Schon früh wurde ihre Stimme als ausbildungswürdig erkannt, sie studierte bei verschiedenen schweizerischen Gesangspädagogen und debütierte 1940 am Zürcher Stadttheater als Olympia in „Hoffmanns Erzählungen“. Bald stellte sich aber heraus, dass ihre Stimme, wenn auch von großer Schönheit und technischer Qualität, vom Volumen her nicht für eine Bühnenkarriere ausreichte. Ihre Körpergröße von nur 144 cm  bildete ein weiteres Handicap. So blieben Bühnenauftritte seltene Ausnahmen, aber ihre Karriere als Konzertsängerin führte sie über viele Jahre durch die ganze Welt.

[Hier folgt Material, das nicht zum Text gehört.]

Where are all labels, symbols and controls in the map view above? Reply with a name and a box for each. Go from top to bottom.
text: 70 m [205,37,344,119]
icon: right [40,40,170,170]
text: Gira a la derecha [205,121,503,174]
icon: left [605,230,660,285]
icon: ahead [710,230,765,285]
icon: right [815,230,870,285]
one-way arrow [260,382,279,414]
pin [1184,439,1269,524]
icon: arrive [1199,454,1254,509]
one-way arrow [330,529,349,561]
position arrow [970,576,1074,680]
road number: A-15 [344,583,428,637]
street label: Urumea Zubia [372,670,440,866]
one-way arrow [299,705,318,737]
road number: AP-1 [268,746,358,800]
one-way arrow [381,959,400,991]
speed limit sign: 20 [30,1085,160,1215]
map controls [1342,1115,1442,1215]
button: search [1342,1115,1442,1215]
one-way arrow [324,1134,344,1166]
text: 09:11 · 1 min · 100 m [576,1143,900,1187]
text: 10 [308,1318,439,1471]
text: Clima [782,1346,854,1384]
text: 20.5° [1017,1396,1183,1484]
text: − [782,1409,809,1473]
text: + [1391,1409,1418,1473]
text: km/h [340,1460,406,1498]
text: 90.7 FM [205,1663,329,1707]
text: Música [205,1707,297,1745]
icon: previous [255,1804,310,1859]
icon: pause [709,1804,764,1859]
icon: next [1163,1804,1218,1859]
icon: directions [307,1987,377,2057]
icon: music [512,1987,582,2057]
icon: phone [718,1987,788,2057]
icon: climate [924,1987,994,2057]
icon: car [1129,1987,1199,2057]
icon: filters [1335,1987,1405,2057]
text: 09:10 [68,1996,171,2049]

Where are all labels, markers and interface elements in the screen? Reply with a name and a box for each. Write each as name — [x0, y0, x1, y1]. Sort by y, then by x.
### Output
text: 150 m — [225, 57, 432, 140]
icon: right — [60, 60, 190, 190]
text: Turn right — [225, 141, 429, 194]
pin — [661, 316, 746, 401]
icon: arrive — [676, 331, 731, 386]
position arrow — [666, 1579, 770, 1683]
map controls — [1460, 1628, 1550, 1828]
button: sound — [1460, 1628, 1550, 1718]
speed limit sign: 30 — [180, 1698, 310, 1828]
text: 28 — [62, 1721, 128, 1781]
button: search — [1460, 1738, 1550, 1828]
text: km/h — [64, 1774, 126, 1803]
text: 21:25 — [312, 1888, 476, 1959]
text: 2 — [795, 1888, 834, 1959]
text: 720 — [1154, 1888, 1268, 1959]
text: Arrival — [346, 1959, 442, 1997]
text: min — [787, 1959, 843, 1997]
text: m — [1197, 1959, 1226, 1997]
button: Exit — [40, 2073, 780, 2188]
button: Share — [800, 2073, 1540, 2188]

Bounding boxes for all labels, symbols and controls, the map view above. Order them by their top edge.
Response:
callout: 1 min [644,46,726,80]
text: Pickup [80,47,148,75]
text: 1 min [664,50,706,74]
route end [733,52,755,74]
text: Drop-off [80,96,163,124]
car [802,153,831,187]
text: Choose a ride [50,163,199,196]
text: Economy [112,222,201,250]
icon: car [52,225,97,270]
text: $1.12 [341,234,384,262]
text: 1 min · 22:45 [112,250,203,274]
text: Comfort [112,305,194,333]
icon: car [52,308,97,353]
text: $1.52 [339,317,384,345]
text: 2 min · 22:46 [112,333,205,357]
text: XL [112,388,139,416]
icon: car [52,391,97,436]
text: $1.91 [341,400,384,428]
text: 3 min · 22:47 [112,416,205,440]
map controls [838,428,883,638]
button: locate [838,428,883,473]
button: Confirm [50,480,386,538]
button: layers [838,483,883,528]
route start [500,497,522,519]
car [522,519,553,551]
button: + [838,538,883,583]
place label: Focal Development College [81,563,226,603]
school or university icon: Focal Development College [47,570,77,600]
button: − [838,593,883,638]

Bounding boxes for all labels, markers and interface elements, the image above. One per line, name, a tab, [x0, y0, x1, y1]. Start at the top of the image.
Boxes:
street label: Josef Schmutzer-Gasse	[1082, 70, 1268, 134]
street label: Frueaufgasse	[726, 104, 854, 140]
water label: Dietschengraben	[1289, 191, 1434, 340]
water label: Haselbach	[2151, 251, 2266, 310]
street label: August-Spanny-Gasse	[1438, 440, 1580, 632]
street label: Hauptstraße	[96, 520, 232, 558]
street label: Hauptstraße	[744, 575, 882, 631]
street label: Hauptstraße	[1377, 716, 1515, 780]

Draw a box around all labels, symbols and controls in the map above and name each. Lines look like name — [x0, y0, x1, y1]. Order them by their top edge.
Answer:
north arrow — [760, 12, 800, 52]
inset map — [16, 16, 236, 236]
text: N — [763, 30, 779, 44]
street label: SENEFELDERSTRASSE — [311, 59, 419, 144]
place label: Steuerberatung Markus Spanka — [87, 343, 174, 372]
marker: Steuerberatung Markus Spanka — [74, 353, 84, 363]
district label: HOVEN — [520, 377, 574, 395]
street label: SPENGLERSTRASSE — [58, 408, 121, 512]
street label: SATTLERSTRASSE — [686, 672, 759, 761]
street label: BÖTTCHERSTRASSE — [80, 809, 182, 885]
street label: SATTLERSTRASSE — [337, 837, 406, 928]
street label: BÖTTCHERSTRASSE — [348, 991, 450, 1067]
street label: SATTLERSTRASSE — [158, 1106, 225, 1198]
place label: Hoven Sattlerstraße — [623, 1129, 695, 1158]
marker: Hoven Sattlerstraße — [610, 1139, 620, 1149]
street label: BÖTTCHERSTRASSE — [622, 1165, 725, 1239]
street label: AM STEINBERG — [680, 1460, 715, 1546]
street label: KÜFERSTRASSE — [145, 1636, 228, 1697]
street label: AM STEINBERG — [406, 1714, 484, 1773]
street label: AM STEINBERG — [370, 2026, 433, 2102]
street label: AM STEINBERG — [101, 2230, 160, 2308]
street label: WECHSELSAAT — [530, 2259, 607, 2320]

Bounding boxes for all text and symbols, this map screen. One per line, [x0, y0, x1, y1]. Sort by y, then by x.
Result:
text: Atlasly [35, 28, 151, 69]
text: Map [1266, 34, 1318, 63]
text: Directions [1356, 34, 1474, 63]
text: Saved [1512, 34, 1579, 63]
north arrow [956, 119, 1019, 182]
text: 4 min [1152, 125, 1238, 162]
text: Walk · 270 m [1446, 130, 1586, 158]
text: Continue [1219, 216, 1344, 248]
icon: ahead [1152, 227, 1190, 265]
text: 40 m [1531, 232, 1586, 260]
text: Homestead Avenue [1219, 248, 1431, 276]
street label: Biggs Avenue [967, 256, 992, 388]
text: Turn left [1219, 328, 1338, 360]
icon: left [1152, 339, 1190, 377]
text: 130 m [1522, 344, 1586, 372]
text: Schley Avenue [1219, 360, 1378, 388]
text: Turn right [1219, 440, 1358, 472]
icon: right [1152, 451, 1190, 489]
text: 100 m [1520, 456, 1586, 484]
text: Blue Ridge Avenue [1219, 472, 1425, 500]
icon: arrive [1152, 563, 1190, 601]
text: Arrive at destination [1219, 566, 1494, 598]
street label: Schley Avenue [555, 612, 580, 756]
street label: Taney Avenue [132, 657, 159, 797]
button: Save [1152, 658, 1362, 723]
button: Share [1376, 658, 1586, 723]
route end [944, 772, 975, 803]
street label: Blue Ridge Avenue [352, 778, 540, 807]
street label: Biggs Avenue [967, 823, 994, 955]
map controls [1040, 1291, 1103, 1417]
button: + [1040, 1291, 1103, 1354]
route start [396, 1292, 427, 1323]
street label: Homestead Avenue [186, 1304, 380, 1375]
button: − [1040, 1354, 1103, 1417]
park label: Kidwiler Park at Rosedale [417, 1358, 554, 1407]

Besonders geeignet war der glockenhelle und reine Sopran Staders für die Musik von Mozart. Fast alle namhaften Dirigenten der Zeit verpflichteten sie für Konzerte, so bei den Salzburger Festspielen, deren Gast sie regelmäßig bis zum Anfang der 1960er Jahre war. Auch für Schallplatten-Aufnahmen wurde sie vielfach herangezogen, dieses Medium ermöglichte es ihr, Partien zu singen, die ihr auf der Bühne verwehrt gewesen wären.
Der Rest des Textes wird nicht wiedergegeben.